DeFi or Decentralized Finance has been one of the hottest emerging areas ever in the crypto industry so far. The form of Defi operation is somehow the same as CeFi (Centralized Finance) but in the Defi environment, financial tools are used differently, under the control of the owners rather than any intermediaries or banks.
For Defi, various techniques and strategies are made to facilitate more opportunities to create both active and passive income. One of these is yield farming that takes the lead in crypto trends in drawing users’ attention. If you want to know what yield farming is, this article is for you.
What Is Defi?
So far, cryptocurrency is assumed as an ideal solution to the traditional financial system (or well known as Cefi) which has been suffering from various issues. Decentralized finance allows you to access tokens as the conventional banks or financial institute’s permission to your money under their management. Activities with the bank will be conducted the same (deposit. Withdraw, spend, borrow, lend, etc.). With a quick comparison, DeFi and Cefi share no big difference in terms of interaction.
Decentralized finance is not a single entity, but an ecosystem involving DApps, smart contracts, and protocols. These elements will differentiate conventional banks with decentralized space by providing their services under trustless codes. DeFi is conceptualized with the idea of operating without any middleman like a bank, which might lower the transaction fee, limit authorities to interfere with their funds, and access them regardless of physical location.
As an alternative solution competing with Centralized finance, DeFi is turning its light on the existing financial models by offering better rates of interest, protection of capital with more and more choices for investment patterns. Moreover, Yield trading and yield farming are promoted in DeFi to help other investors to conduct transactions such as cryptocurrency borrowing and lending with good rates. This surely will bring more benefits to them, compared to conventional banks.
To start with Defi, users will use applications on which DeFi works, or in other words “dapps”. These dapps provide an environment to enable borrowing and lending activities to happen.
What Is Yield Farming?
Yield farming is a process allowing users as cryptocurrency holders to earn fixed income or other income/ interest by lending crypto in the DeFi space through Ethereum network. It is the same when the bank holds your certain amount of money, every month the bank will give you a small amount of interest. It is the same concept as yield farming. You, as cryptocurrency owners, will lend your cryptocurrency by DeFi protocols and wait for a return.
How Does It Work?
Without funds as crypto, no transactions happen. The first step you have to do to become a yield farmer is to add funds to the backbone of decentralized exchanges or a liquidity pool. A liquidity pool is a place that collects funds in smart contracts. To facilitate activities of the market like token exchanging, borrowing or lending, etc, a pool is a must. As long as funds are added or deposited to one (or more than one) pool, that person will be a liquidity provider to earn rewards.

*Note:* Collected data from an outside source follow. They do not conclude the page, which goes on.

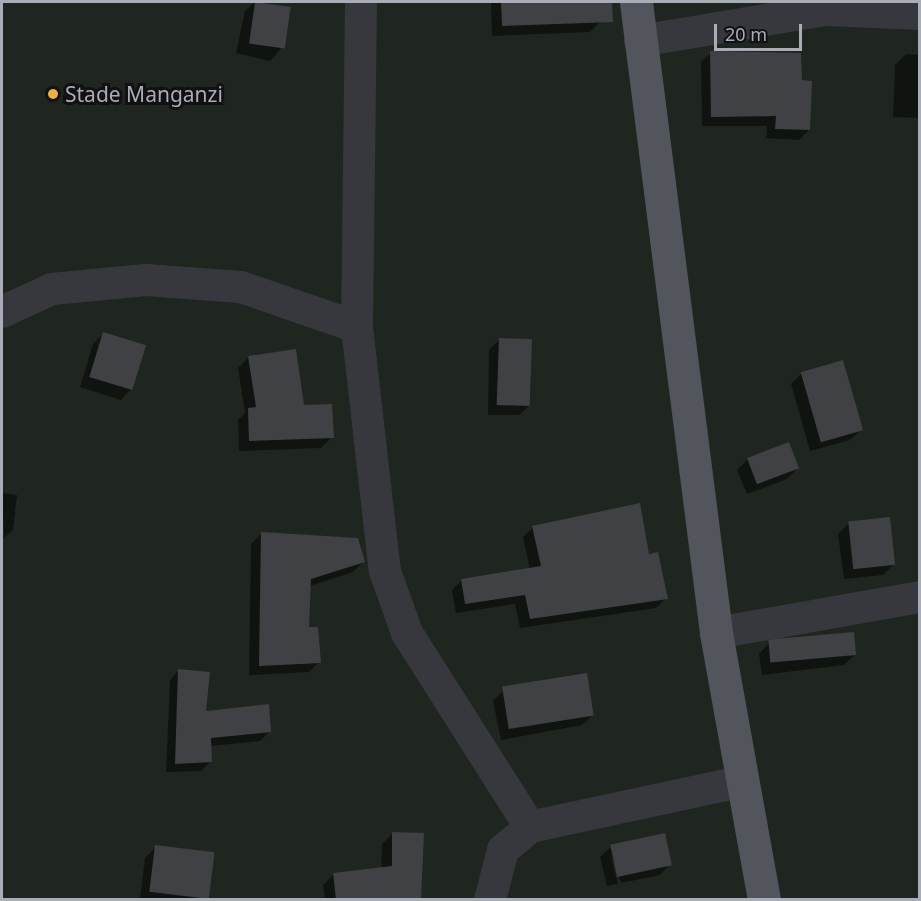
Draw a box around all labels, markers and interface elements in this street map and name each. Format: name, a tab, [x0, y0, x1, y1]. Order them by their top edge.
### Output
scale bar	[717, 12, 806, 50]
text: 20 m	[725, 22, 767, 46]
place label: Stade Manganzi	[65, 81, 223, 107]
marker: Stade Manganzi	[46, 87, 60, 101]

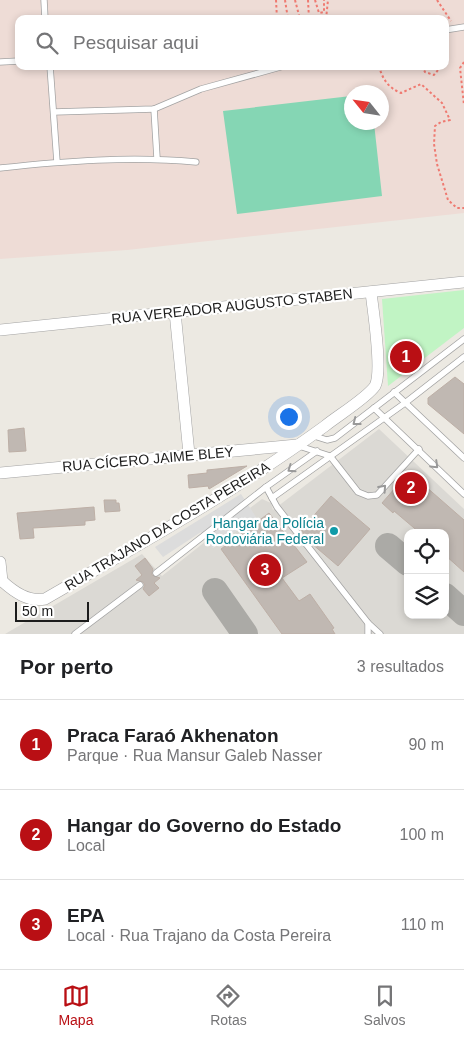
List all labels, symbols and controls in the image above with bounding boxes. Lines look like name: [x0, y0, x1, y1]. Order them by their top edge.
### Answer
search box: [15, 15, 449, 70]
icon: search: [33, 29, 61, 57]
text: Pesquisar aqui: [73, 32, 199, 53]
north arrow: [344, 85, 389, 130]
street label: RUA VEREADOR AUGUSTO STABEN: [111, 285, 353, 327]
pin: 1: [390, 338, 422, 376]
your location: [276, 404, 302, 430]
one-way arrow: [353, 416, 362, 424]
street label: RUA CÍCERO JAIME BLEY: [62, 443, 235, 474]
street label: RUA TRAJANO DA COSTA PEREIRA: [62, 458, 273, 594]
one-way arrow: [429, 459, 438, 468]
one-way arrow: [288, 463, 297, 472]
pin: 2: [395, 469, 427, 507]
one-way arrow: [377, 485, 386, 494]
place label: Hangar da Polícia Rodoviária Federal: [206, 515, 324, 547]
marker: Hangar da Polícia Rodoviária Federal: [328, 525, 340, 537]
map controls: [404, 529, 449, 619]
button: locate: [404, 529, 449, 574]
pin: 3: [249, 551, 281, 589]
button: layers: [404, 574, 449, 619]
scale bar: [15, 599, 89, 622]
text: 50 m: [22, 603, 53, 619]
text: Por perto: [20, 655, 113, 678]
text: 3 resultados: [357, 658, 444, 675]
text: Praca Faraó Akhenaton: [67, 725, 279, 746]
text: 1: [32, 736, 40, 753]
text: 90 m: [408, 736, 444, 753]
text: Parque · Rua Mansur Galeb Nasser: [67, 747, 322, 764]
text: Hangar do Governo do Estado: [67, 815, 341, 836]
text: 2: [32, 826, 40, 843]
text: 100 m: [400, 826, 444, 843]
text: Local: [67, 837, 105, 854]
text: EPA: [67, 905, 105, 926]
text: 3: [32, 916, 40, 933]
text: 110 m: [401, 916, 444, 933]
text: Local · Rua Trajano da Costa Pereira: [67, 927, 331, 944]
tab: Mapa: [58, 982, 93, 1028]
tab: Rotas: [210, 982, 247, 1028]
tab: Salvos: [364, 982, 406, 1028]

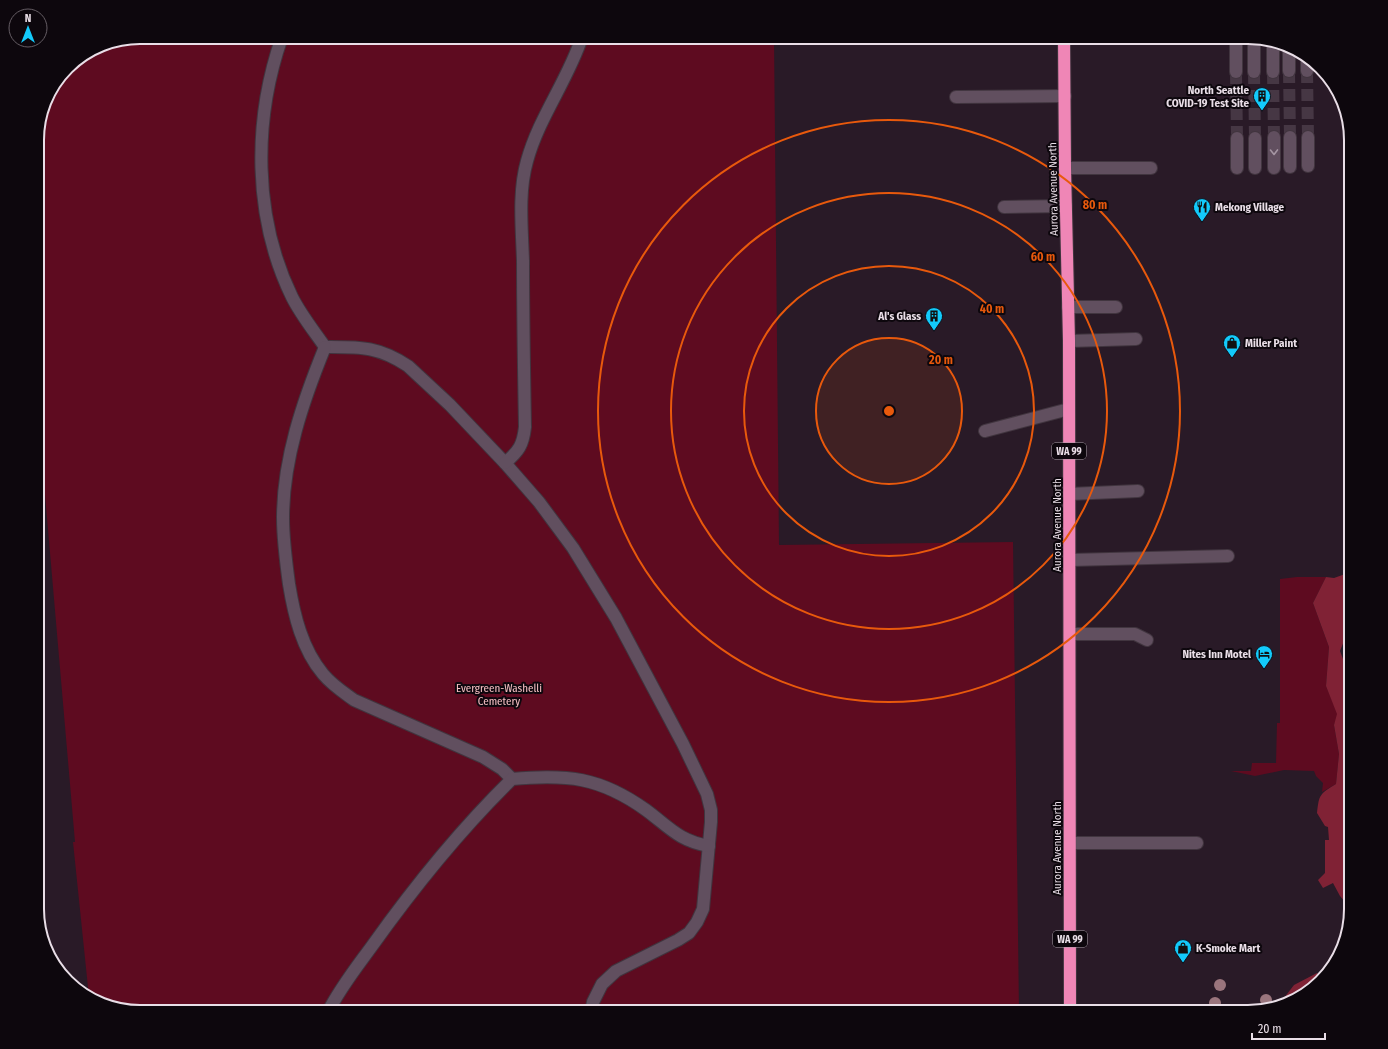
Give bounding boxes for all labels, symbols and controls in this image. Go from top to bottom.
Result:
north arrow [8,8,48,48]
text: N [25,12,31,25]
place label: North Seattle COVID-19 Test Site [1166,84,1249,110]
building icon: North Seattle COVID-19 Test Site [1252,86,1272,111]
street label: Aurora Avenue North [1046,142,1061,236]
one-way arrow [1270,149,1278,155]
restaurant icon: Mekong Village [1192,197,1212,222]
text: 80 m [1083,198,1107,212]
place label: Mekong Village [1215,201,1285,214]
text: 60 m [1031,250,1055,264]
text: 40 m [980,302,1004,316]
building icon: Al's Glass [924,306,944,331]
place label: Al's Glass [877,310,921,323]
shop icon: Miller Paint [1222,333,1242,358]
place label: Miller Paint [1245,337,1297,350]
text: 20 m [928,353,953,367]
centre of rings [882,404,896,418]
road number: WA 99 [1052,443,1086,459]
street label: Aurora Avenue North [1051,478,1064,572]
hotel icon: Nites Inn Motel [1254,644,1274,669]
place label: Nites Inn Motel [1182,648,1252,661]
park label: Evergreen-Washelli Cemetery [456,682,542,708]
street label: Aurora Avenue North [1051,801,1064,895]
road number: WA 99 [1053,931,1087,947]
shop icon: K-Smoke Mart [1173,938,1193,963]
place label: K-Smoke Mart [1196,942,1260,955]
scale bar [1252,1015,1325,1041]
text: 20 m [1258,1022,1282,1036]

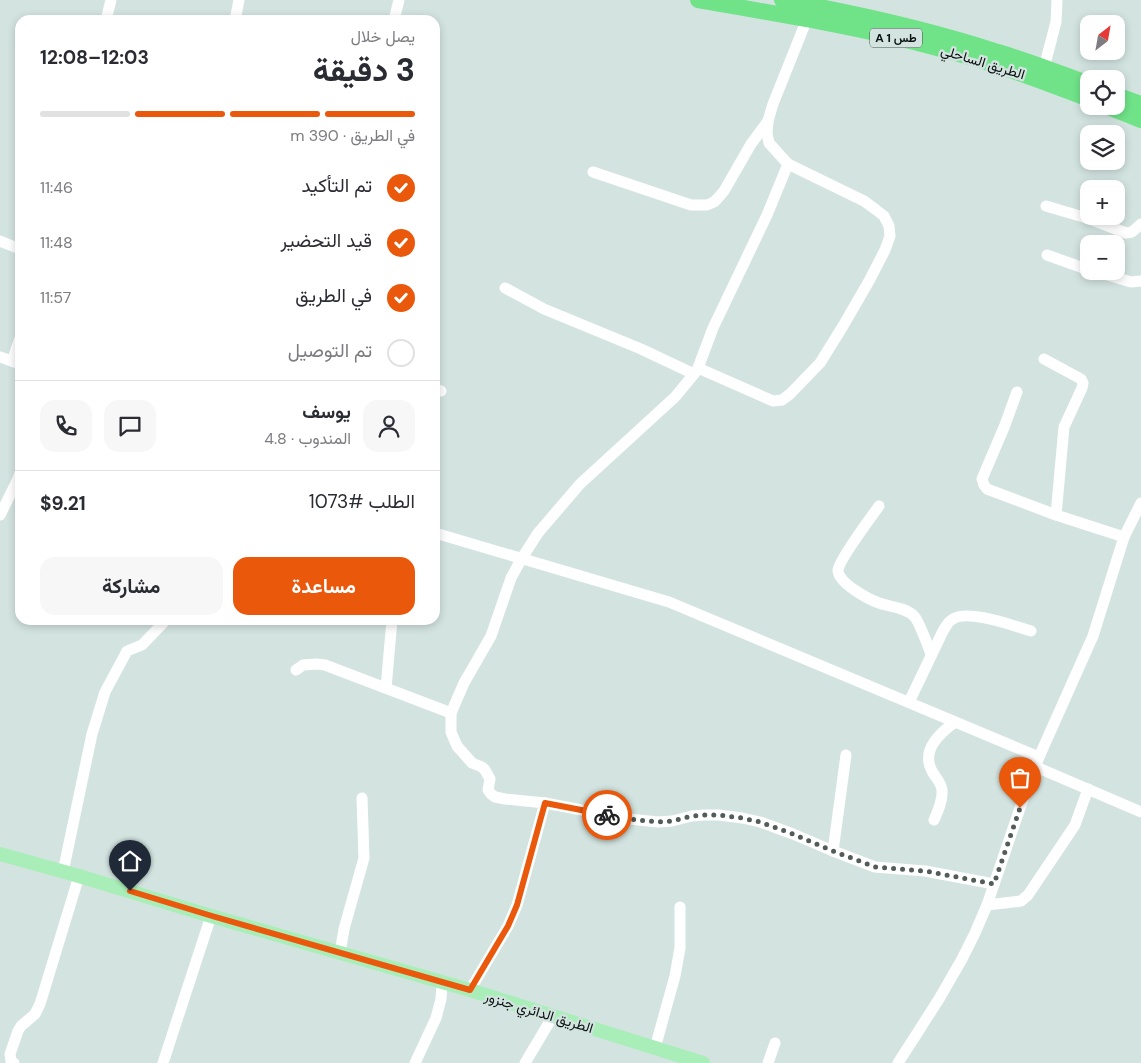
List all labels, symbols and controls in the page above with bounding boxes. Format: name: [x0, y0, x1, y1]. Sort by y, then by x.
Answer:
north arrow: [1080, 15, 1125, 60]
map controls: [1080, 15, 1125, 280]
text: يصل خلال: [351, 26, 415, 47]
road number: A 1 طس: [870, 28, 922, 48]
street label: الطريق الساحلي: [938, 41, 1027, 86]
text: 12:03–12:08: [40, 45, 149, 70]
text: 3 دقيقة: [313, 49, 415, 91]
button: locate: [1080, 70, 1125, 115]
text: في الطريق · 390 m: [290, 125, 415, 146]
button: layers: [1080, 125, 1125, 170]
text: تم التأكيد: [302, 173, 372, 198]
icon: check: [387, 174, 415, 202]
text: 11:46: [40, 177, 73, 198]
button: +: [1080, 180, 1125, 225]
text: قيد التحضير: [280, 228, 372, 253]
icon: check: [387, 229, 415, 257]
text: 11:48: [40, 232, 73, 253]
button: −: [1080, 235, 1125, 280]
text: في الطريق: [295, 283, 372, 308]
icon: check: [387, 284, 415, 312]
text: 11:57: [40, 287, 71, 308]
text: تم التوصيل: [288, 338, 372, 363]
text: يوسف: [302, 399, 351, 424]
button: phone: [40, 400, 92, 452]
button: chat: [104, 400, 156, 452]
button: person: [363, 400, 415, 452]
text: المندوب · 4.8: [264, 428, 351, 449]
text: الطلب #1073: [309, 489, 415, 514]
text: $9.21: [40, 491, 86, 516]
button: مشاركة: [40, 557, 223, 615]
button: مساعدة: [233, 557, 415, 615]
pin: [999, 757, 1041, 808]
icon: bag: [1006, 764, 1034, 792]
courier: [582, 790, 632, 840]
icon: bike: [593, 801, 621, 829]
pin: [109, 840, 151, 891]
icon: home: [116, 847, 144, 875]
street label: الطريق الدائري جنزور: [481, 987, 595, 1040]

Fees you reward are created from the DeFi platform. It is important to know that investment within ETH environment shall not be counted as yield farming but lending out of it on market protocol, for example, Aave or others like Compound, will be. Tokens awarded then could be used as a deposit for liquidity pools. This is a popular way to harvest more and more yields by shifting funds among diversified financial protocols.
This process is not easy at all, which requires a high level of understanding of the market, technical manners, and ETH network. The deeper a yield farmer knows DeFi platforms, the more than that person may have to earn profit.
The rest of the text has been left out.